Reckless The Silver Tracks
Powerful foxes, a new friend with narrating skin, the fairies are gone, but the Alder Elves are back, intending to appropriate Mirrorworld.
The fourth adventure through the Mirror leads to the Far East, where Jacob and Fox finally track down Will, who is travelling with rival hunter Nerron. In spite of his misgivings, Jacob agrees to go with them to the Island of the Foxes, in quest of another magical Mirror.
But their search quickly leads them into more peril, and as Jacob seeks security for himself and Fox, he is reminded of a disturbing promise he once made that now threatens everything.
- First published 2021
- Reading age Age 14
- Illustrated by Cornelia Funke
- Publisher Pushkin Press
- Available at IndieBound.org
Fox felt Jacob’s breath on her neck, warm and familiar. He was sleeping so soundly that he didn’t wake up when she gently eased out of his embrace. Whatever he was encountering in his dreams made him smile, and Fox ran her fingers over his lips as if she could read what he was dreaming. The two moons that shone on her world dappled his forehead with rusty red and pale silver, and birds whose names she didn’t know cried outside the inn.
Doryeong ... Her tongue could barely pronounce the name of the port city where they had arrived the day before. They had given up. Maybe that was why Jacob was sleeping so deeply. After all the months in which they had lost his brother’s trail and picked it up again countless times. A time or two, they had almost caught up with Will. But by now they had been searching in vain for weeks for any sign of him, and yesterday, as the sun had set over a strange sea, they had finally decided to call it off. Even Jacob believed that his brother did not want to be found after all that had happened, and that it was time to go their separate ways. So why could she still not sleep? Was it because she wasn’t used to being so blissfully happy?

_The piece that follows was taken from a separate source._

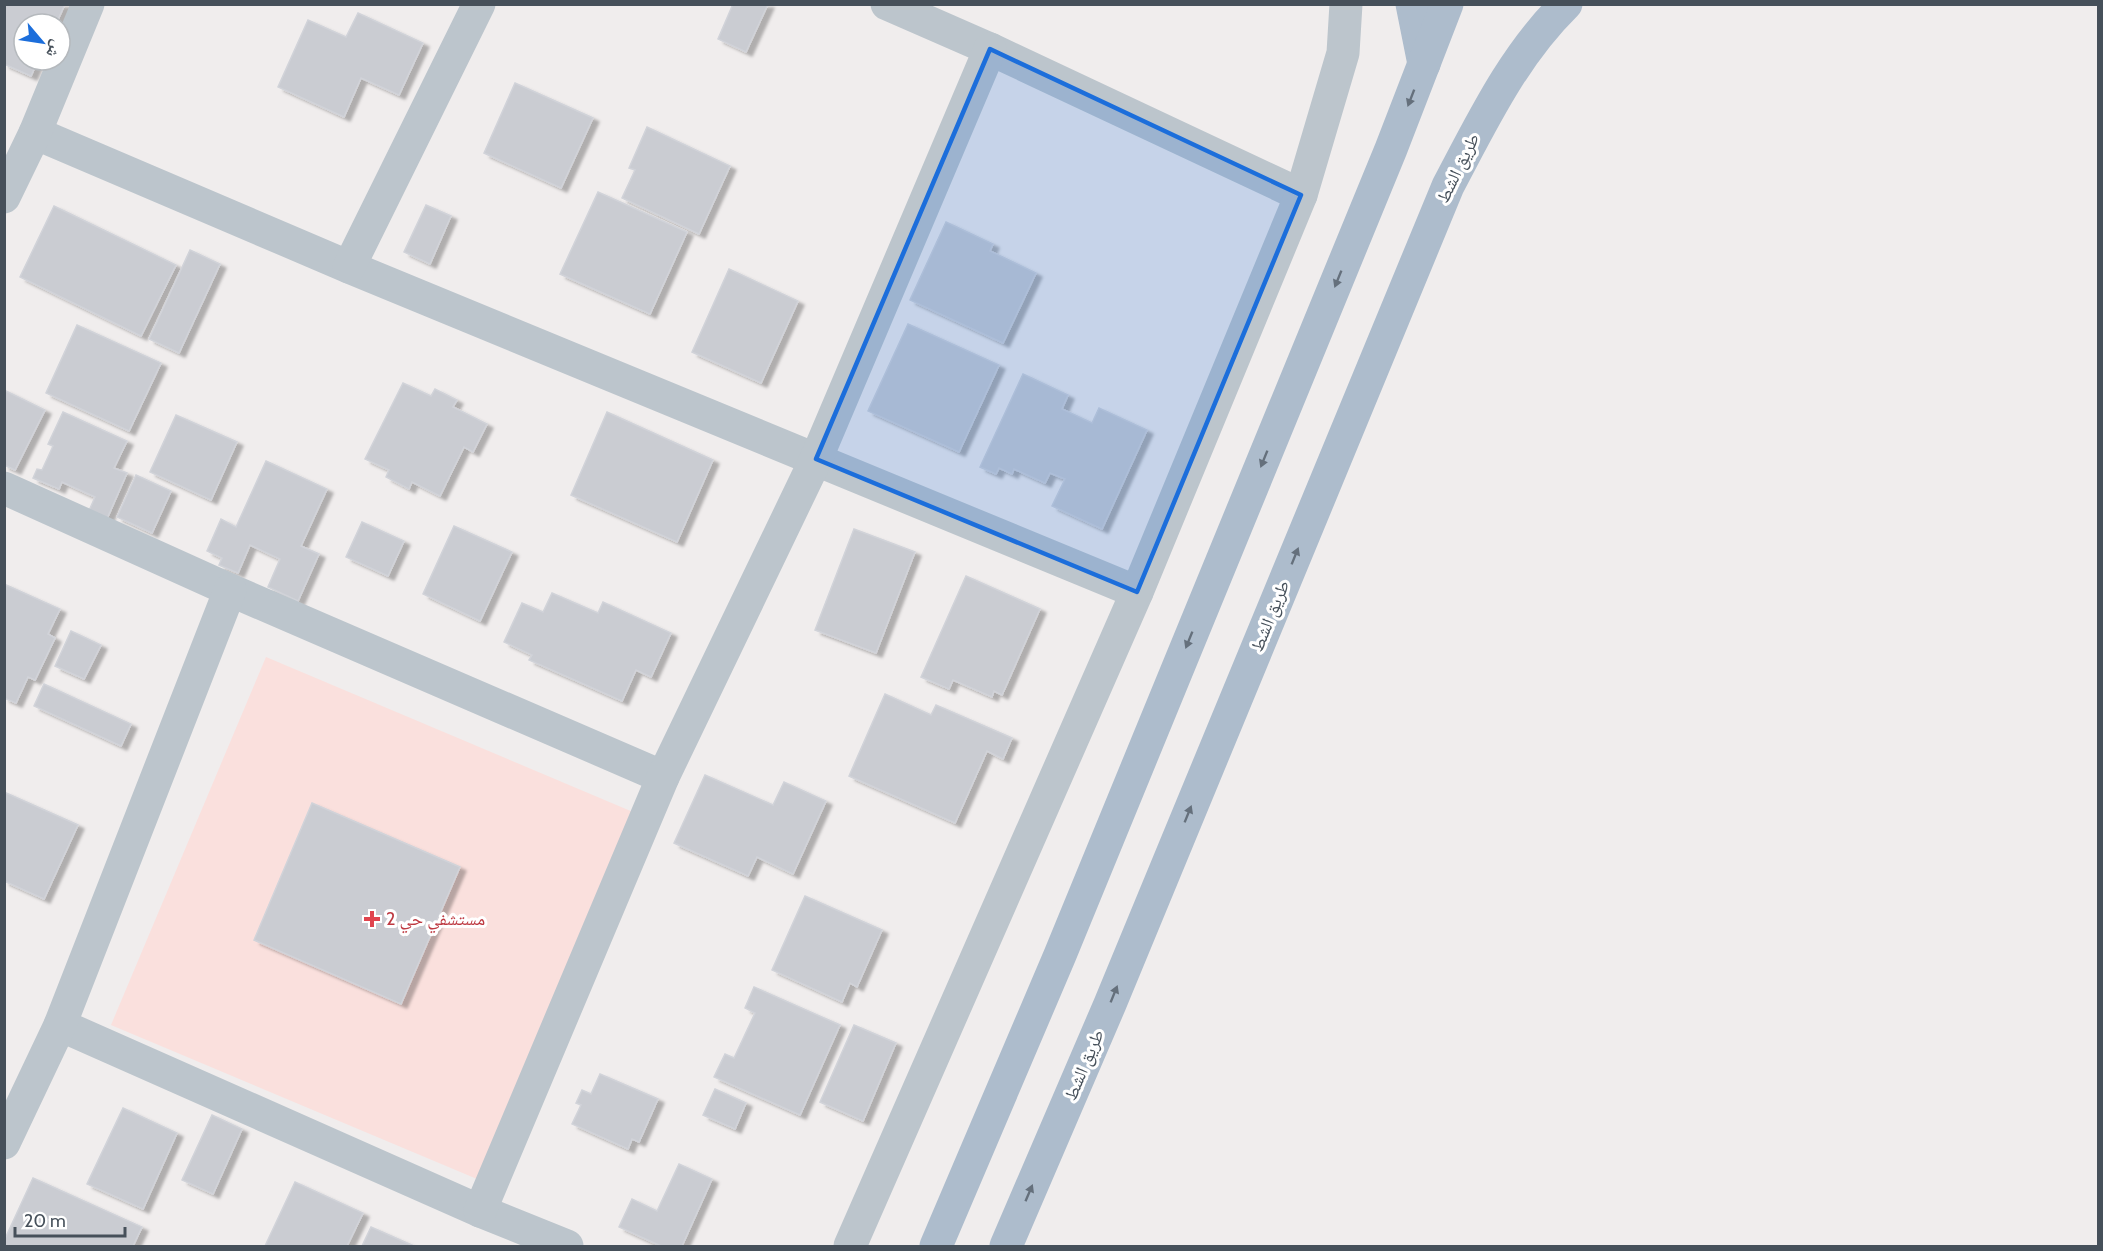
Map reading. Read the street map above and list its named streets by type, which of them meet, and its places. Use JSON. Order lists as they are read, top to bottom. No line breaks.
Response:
{"streets":{"main road":["طريق الشط"]},"places":{"health":["مستشفي حي 2"]},"scale_bar":"20 m","north":"bottom right"}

Fox pulled the quilt over Jacob’s shoulder. Their own path. Finally. A sprig of white blossoms filled the room they were sleeping in with lush, sweet fragrance. Two more travelers were sleeping on the mats the landlady had wordlessly rolled out for them. The ferry to Aotearoa ran out of Doryeong. An old friend of Jacob’s, Robert Dunbar, kept sending enthusiastic telegrams from there, which told of three-eyed lizards, of enchanted whale bones, and of wild kings who had the fern forests of their homeland tattooed on their skin.
Their own path. Fox kissed the moonlight off Jacob’s face and carefully slipped out from under the quilt that warmed them both. The night lured the vixen outside. Maybe if she wore the fur, all this human happiness wouldn’t make her heart overflow so much.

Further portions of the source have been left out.